— About this task —
Reproduce the records that follow exactly; any picture among them stays out.

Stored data

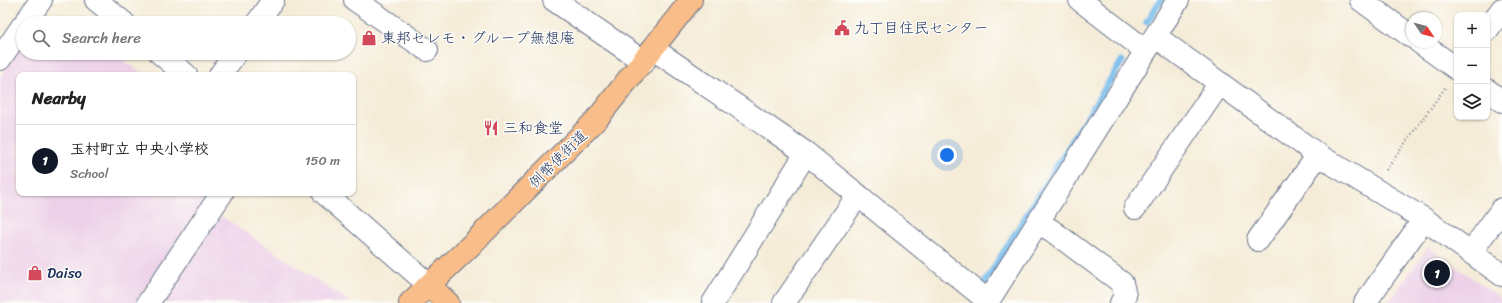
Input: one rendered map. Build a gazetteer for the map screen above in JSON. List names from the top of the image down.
{
  "streets": {
    "main road": ["例幣使街道"]
  },
  "places": {
    "public building": ["九丁目住民センター"],
    "shop": ["東邦セレモ・グループ無想庵", "Daiso"],
    "restaurant": ["三和食堂"]
  },
  "north": "bottom right",
  "page": {
    "map_buttons": ["+", "−"],
    "search": "Search here",
    "heading": "Nearby",
    "list": [
      {
        "mark": "1",
        "name": "玉村町立 中央小学校",
        "note": "School",
        "value": "150 m"
      }
    ],
    "pins": "1"
  }
}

— Reply to the exercise —
Input: one rendered map. Build a gazetteer for the map screen above in JSON. List names from the top of the image down.
{
  "streets": {
    "main road": ["例幣使街道"]
  },
  "places": {
    "public building": ["九丁目住民センター"],
    "shop": ["東邦セレモ・グループ無想庵", "Daiso"],
    "restaurant": ["三和食堂"]
  },
  "north": "bottom right",
  "page": {
    "map_buttons": ["+", "−"],
    "search": "Search here",
    "heading": "Nearby",
    "list": [
      {
        "mark": "1",
        "name": "玉村町立 中央小学校",
        "note": "School",
        "value": "150 m"
      }
    ],
    "pins": "1"
  }
}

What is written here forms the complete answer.